Everyone's talking about RAG (Retrieval-Augmented Generation). Most tutorials make it look like you need a full cloud stack, a vector database subscription, and three Dockerfiles just to get started.
You don't.
Here's the bare minimum that actually works — and what tripped me up along the way.
What even is RAG?
Quick version: instead of relying purely on what an LLM already knows, you feed it your own documents at query time. The model doesn't memorize your data. It reads a relevant chunk of it fresh for every question.
That's why it's called "retrieval-augmented." You retrieve, then you generate.
The Setup
We need three things:
- A way to split documents into chunks
- A way to find the most relevant chunks for a given query (embeddings + similarity search)
- An LLM to generate an answer using those chunks
I'm using sentence-transformers for embeddings, numpy for similarity math, and openai for the final answer. No vector database. Just Python.
pip install openai sentence-transformers numpy
The Code
import numpy as np
from sentence_transformers import SentenceTransformer
from openai import OpenAI
client = OpenAI()
embedder = SentenceTransformer("all-MiniLM-L6-v2")
# Your documents — could be loaded from files, a DB, wherever
documents = [
"Python was created by Guido van Rossum and released in 1991.",
"RAG stands for Retrieval-Augmented Generation.",
"The Eiffel Tower is located in Paris, France.",
"Transformers are the backbone of modern large language models.",
"Python is widely used in data science and machine learning.",
]
# Embed all documents once at startup
doc_embeddings = embedder.encode(documents)
def retrieve(query: str, top_k: int = 2) -> list[str]:
query_embedding = embedder.encode([query])
scores = np.dot(doc_embeddings, query_embedding.T).flatten()
top_indices = scores.argsort()[-top_k:][::-1]

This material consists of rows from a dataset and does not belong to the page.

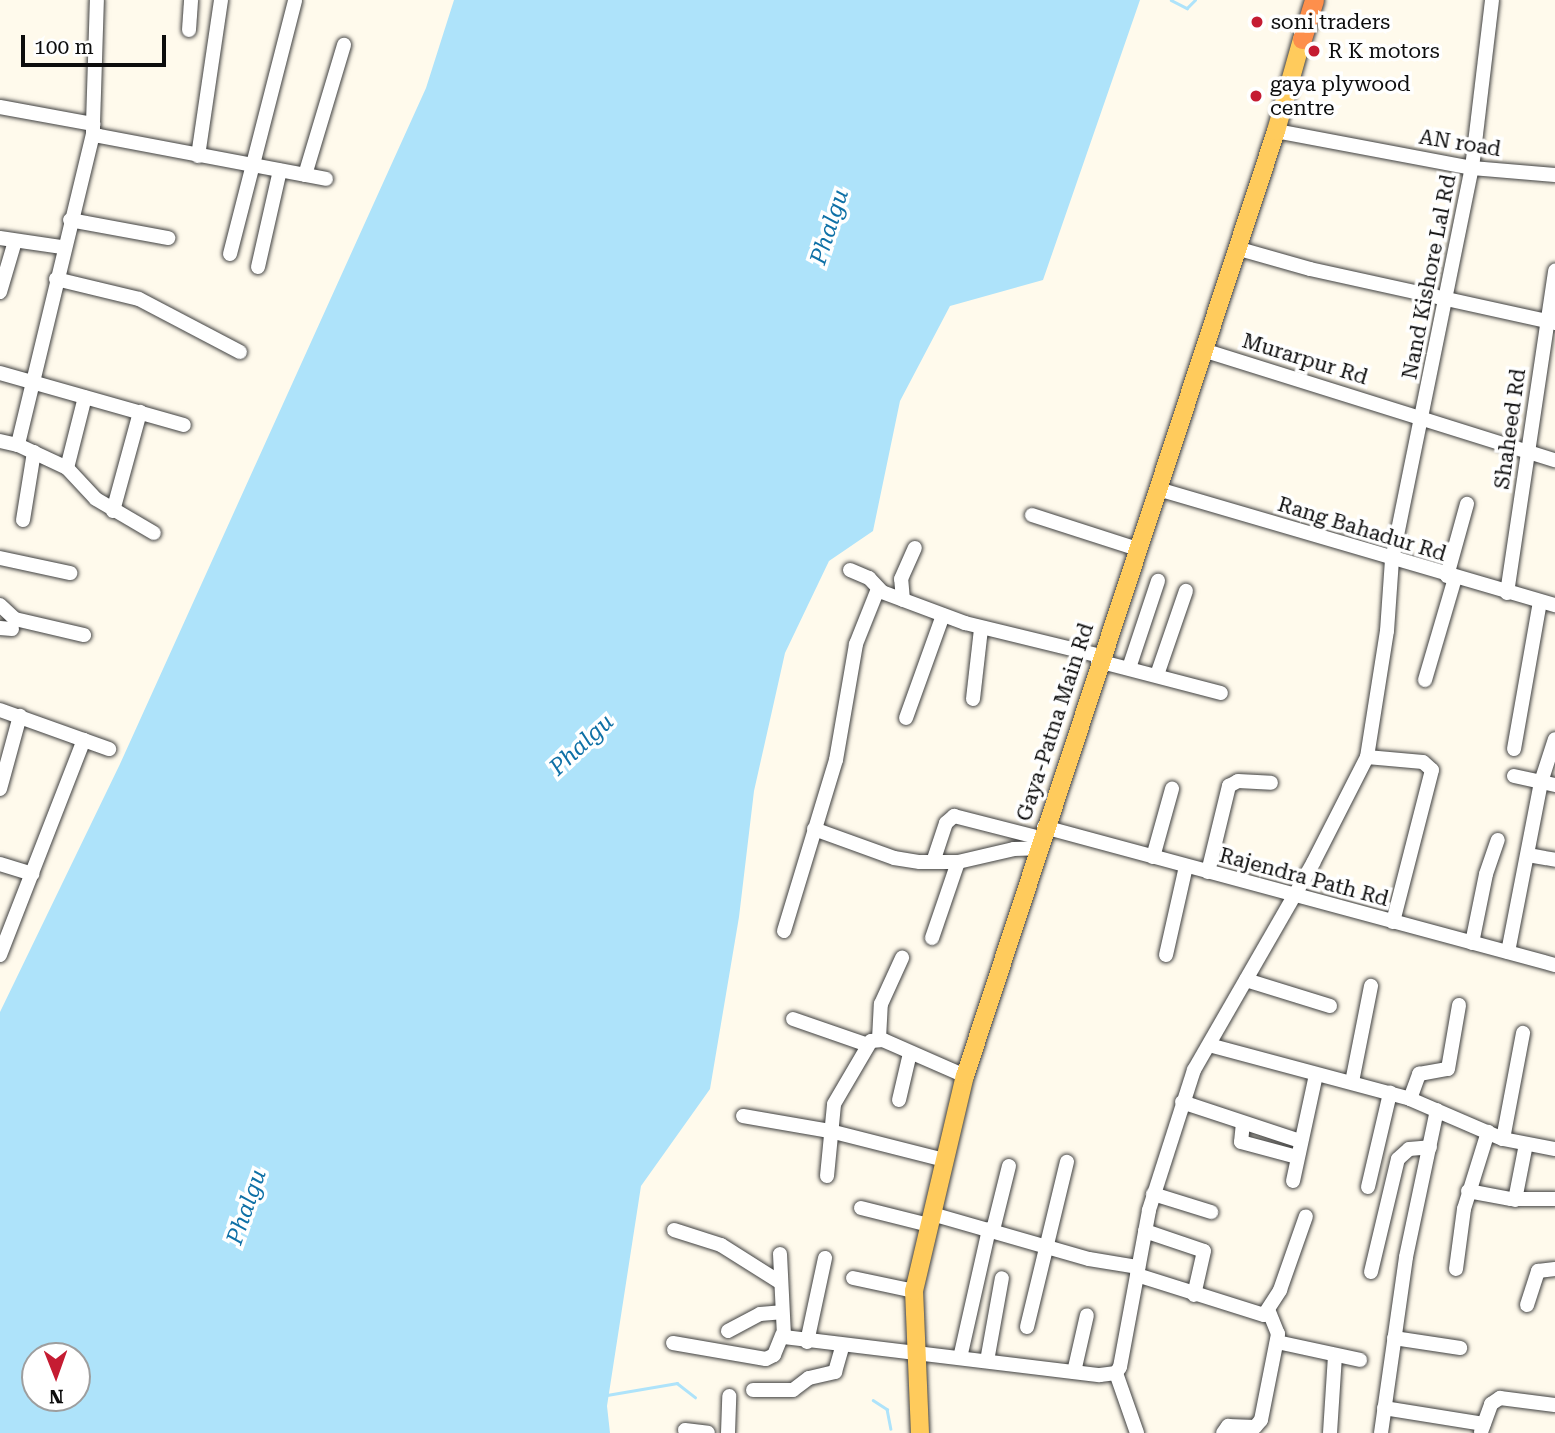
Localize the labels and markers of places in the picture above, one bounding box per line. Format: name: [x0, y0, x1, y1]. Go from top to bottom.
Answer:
place label: soni traders: [1271, 9, 1390, 35]
marker: soni traders: [1249, 14, 1265, 30]
place label: R K motors: [1328, 38, 1440, 64]
marker: R K motors: [1306, 43, 1322, 59]
place label: gaya plywood centre: [1270, 71, 1411, 121]
marker: gaya plywood centre: [1248, 88, 1264, 104]

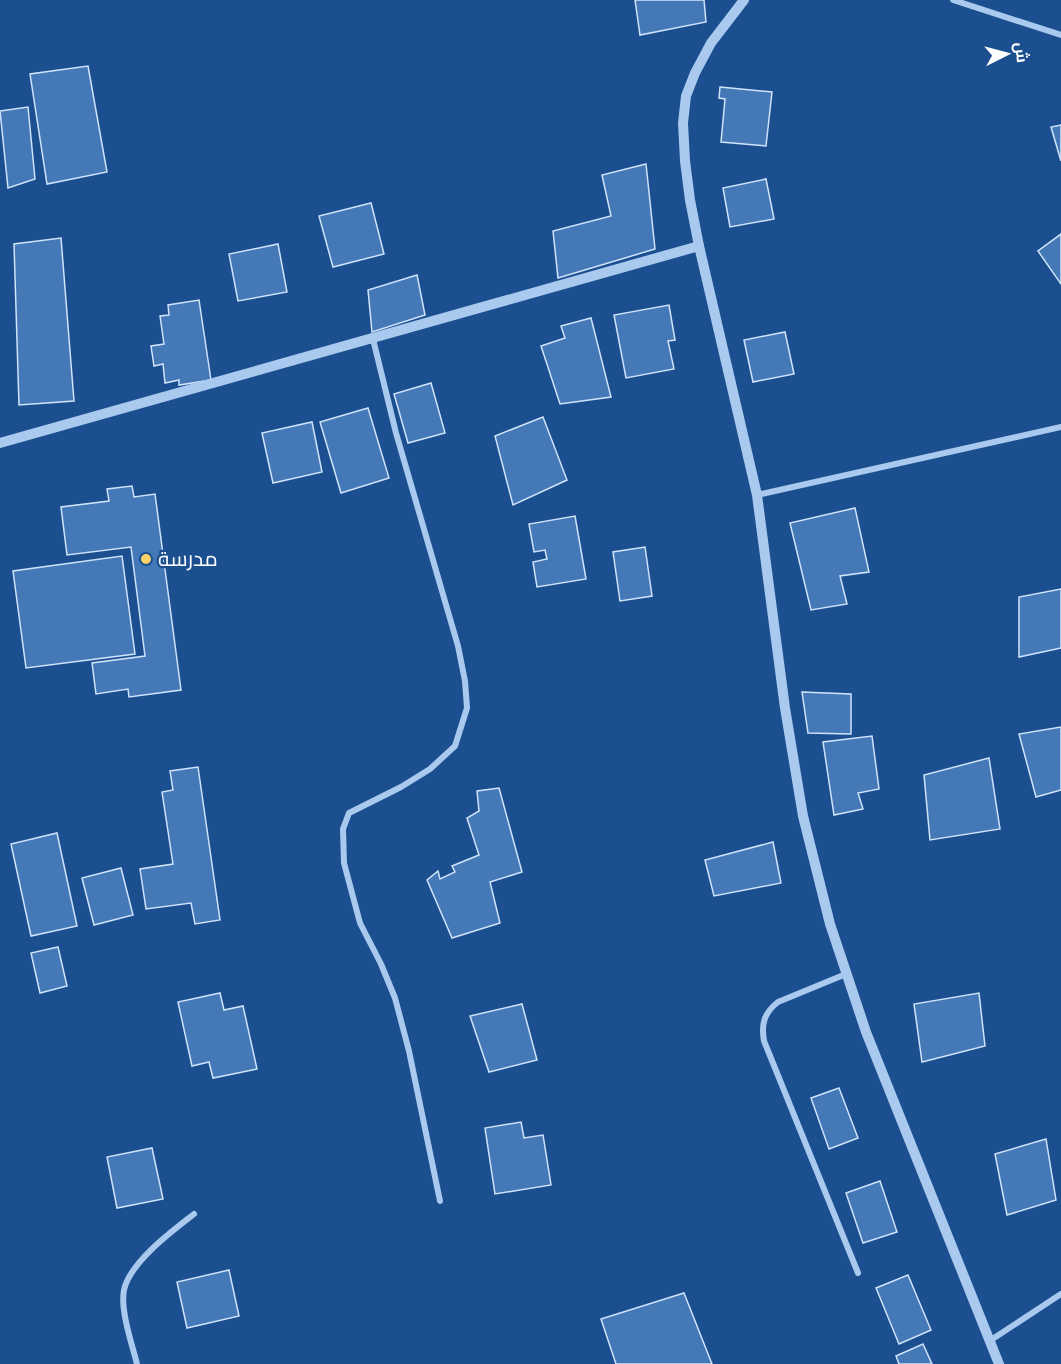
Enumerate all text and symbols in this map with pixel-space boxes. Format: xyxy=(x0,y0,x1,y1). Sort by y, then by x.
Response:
north arrow xyxy=(977,24,1037,84)
text: ش xyxy=(1011,41,1031,64)
place label: مدرسة xyxy=(158,549,218,571)
marker: مدرسة xyxy=(139,552,153,566)

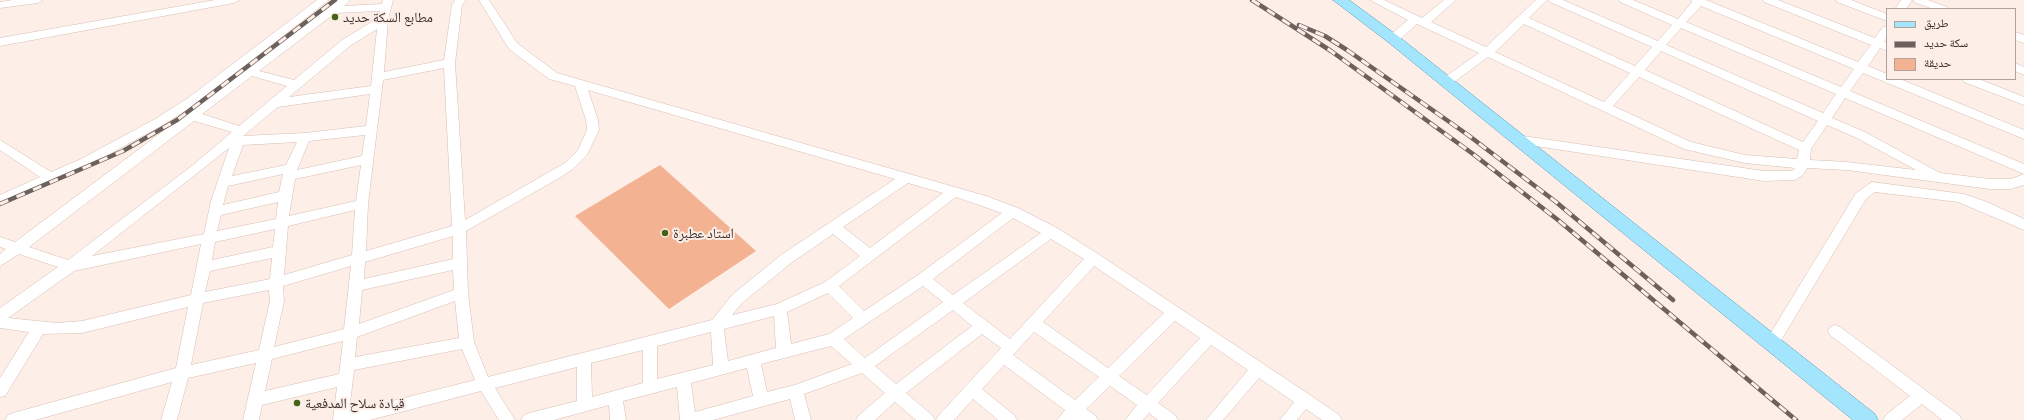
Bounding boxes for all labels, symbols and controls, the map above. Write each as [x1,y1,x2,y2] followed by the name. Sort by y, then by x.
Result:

return [documents[i] for i in top_indices]
def ask(question: str) -> str:
context_chunks = retrieve(question)
context = "\n".join(context_chunks)
response = client.chat.completions.create(
model="gpt-4o-mini",
messages=[
{
"role": "system",
"content": "Answer the user's question using only the context below.\n\n"
f"Context:\n{context}"
},
{"role": "user", "content": question}
]
)
return response.choices[0].message.content
# Try it
print(ask("Who created Python?"))
print(ask("Where is the Eiffel Tower?"))
That's it. Run it and it works.
What's Actually Happening
When you call retrieve(), it converts the query into a vector (a list of numbers that represents its meaning), then compares it against all the pre-computed document vectors using dot product similarity. Higher score = more relevant.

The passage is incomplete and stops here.